Despite the collapse of CO2 the immediate risks are:- Risk that carbon prices remain depressed due to weak economy and selling pressure as new permits are auctioned. A balance in the supply-demand is not expected until 2017. This could put CO2 easily at €3/mt before it even rebounds, and that is if (and only if) demand for power generation recovers above 2007 levels in Europe, something I do not see happening easily.
– Not even political intervention will help. Two amendments to the structure of Phase III are currently discussed:
- The first is the option to remove or “set aside” a number of permits from the system (restricting supply).
- The second is to increase the 2020 target by reducing the cap (consistent with a step up in the EU’s emissions reduction target from the current 20%). Shortage would still only happen if Europe has been able to recover the path to growth, and even then it would happen at best in 2017.
These interventions could be explained by budget deficits and government need for money. Sure, only a problem. GDP and competitiveness collapses and EU loses even further in industrial demand. From 2000 to 2010 CO2 impact on GDP in the Eurozone has meant an annual loss of GDP of 0.5% net of the fiscal profit of CO2 in taxes. Even more, in Spain and countries where the cost of CO2 has been internalized by companies, it has meant a loss of competitiveness of c10% (2004-2010).

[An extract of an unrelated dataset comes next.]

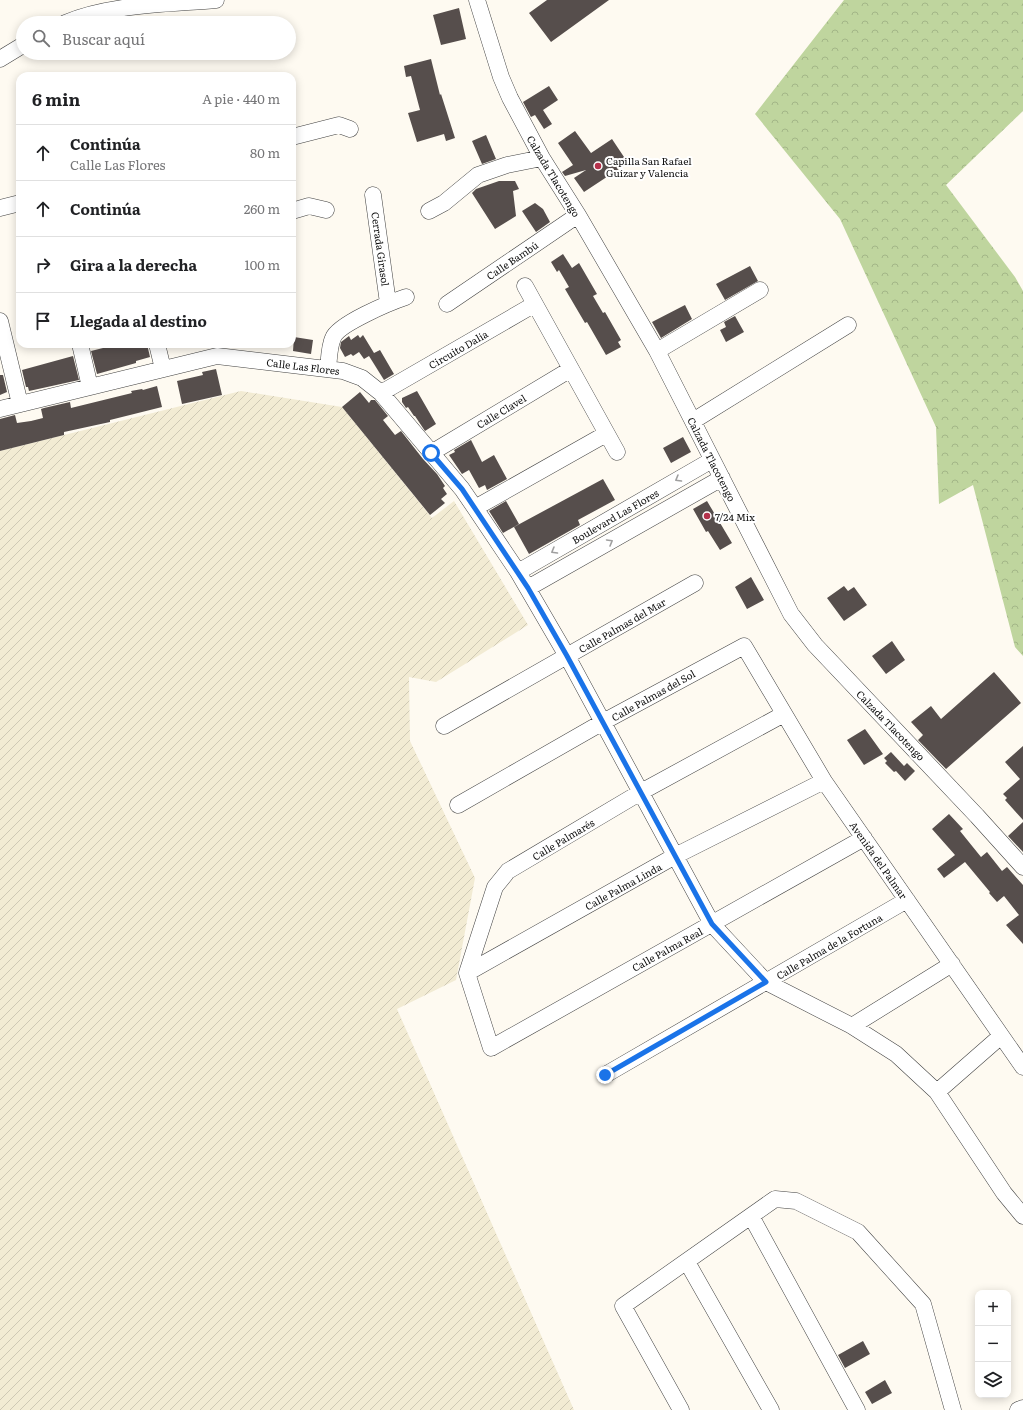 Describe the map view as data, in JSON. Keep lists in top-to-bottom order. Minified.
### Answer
{"streets":{"street":["Calzada Tlacotengo","Cerrada Girasol","Calle Bambú","Circuito Dalia","Calle Las Flores","Calle Clavel","Boulevard Las Flores","Calle Palmas del Mar","Calle Palmas del Sol","Calle Palmarés","Avenida del Palmar","Calle Palma Linda","Calle Palma de la Fortuna","Calle Palma Real"]},"crossings":[["Calzada Tlacotengo","Calle Bambú"],["Calzada Tlacotengo","Boulevard Las Flores"],["Circuito Dalia","Calle Las Flores"],["Calle Las Flores","Calle Clavel"],["Calle Las Flores","Boulevard Las Flores"],["Calle Las Flores","Calle Palmas del Mar"],["Calle Las Flores","Calle Palmas del Sol"],["Calle Las Flores","Calle Palmarés"],["Calle Las Flores","Calle Palma Linda"],["Calle Las Flores","Calle Palma de la Fortuna"],["Calle Las Flores","Calle Palma Real"],["Calle Palmas del Sol","Avenida del Palmar"],["Calle Palmarés","Avenida del Palmar"],["Calle Palmarés","Calle Palma Linda"],["Calle Palmarés","Calle Palma Real"],["Avenida del Palmar","Calle Palma Linda"],["Avenida del Palmar","Calle Palma de la Fortuna"],["Avenida del Palmar","Calle Palma Real"],["Calle Palma Linda","Calle Palma Real"]],"places":["Capilla San Rafael Guízar y Valencia","7/24 Mix"],"page":{"search":"Buscar aquí","heading":["6 min","A pie · 440 m"],"list":[["Continúa","Calle Las Flores","80 m"],["Continúa","260 m"],["Gira a la derecha","100 m"],"Llegada al destino"],"map_buttons":["+","−"]}} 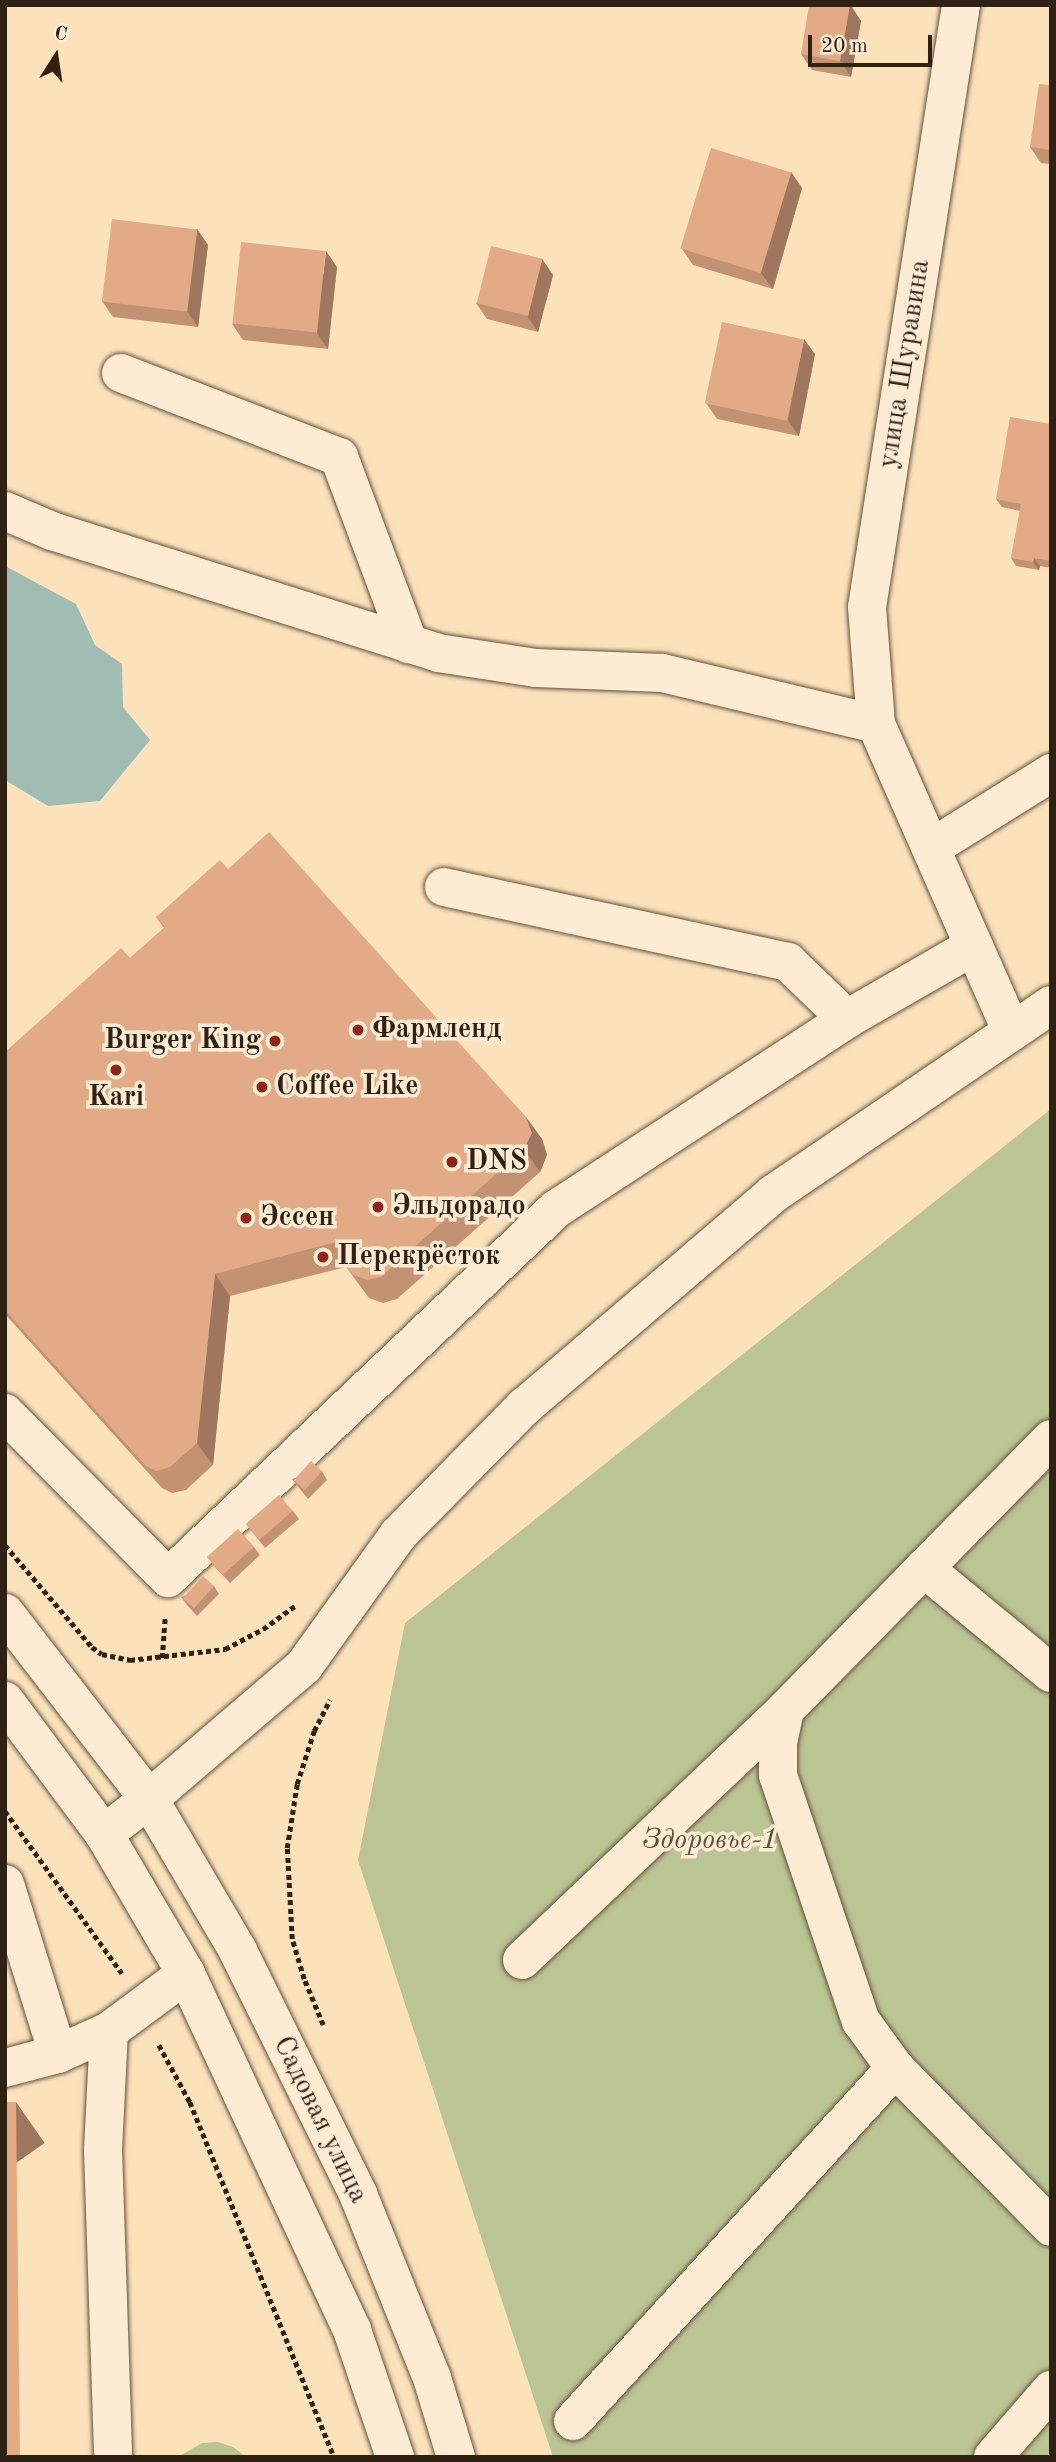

Here are the effect of carbon permits:
In summary, the mistake of creating a Cap and Trade scheme instead of a straightforward carbon tax has made the EUAs collapse as oversupply first, and the likelihood of the zero value of the permits of carbon-offsetting projects second have proven that the Cap part was based on ridiculous assumptions of industrial demand. And now there is oversupply already from permits that are issued (let alone the new ones to come) until 2017. Then there is the Trade part, which created a Boom and Bust cycle that is impossible to unwind now that financial investors, companies with free permits and projects are all on fire-sale. And if the EU was going to buy the excess credits… at what price would it do it? with what money with all countries struggling with debt? who takes the counterparty risk?. I still think we see CO2 get to €3-5/mt. The world need a new framework that is still growth friendly and allows companies to respond with more certainty and stability, carbon pricing is inefficient, ineffective and hopefully on the way out.
Update:
The Euro Council, Parliament and Commission on Energy Efficiency discussions were meant to begin on March 26th but have been pushed back to Apr 11th as countries were not ready to start talks. Chairman of the environment committee says issue of a CO2 floor will certainly not be resolved this year.
This is the perfect example to show how markets, prices, conferences, agreements are not translating into the real objetive: “reduce the global atmospheric CO2 concentration”.
By 2017 we are probably start recieving the first global measures over 400 ppm.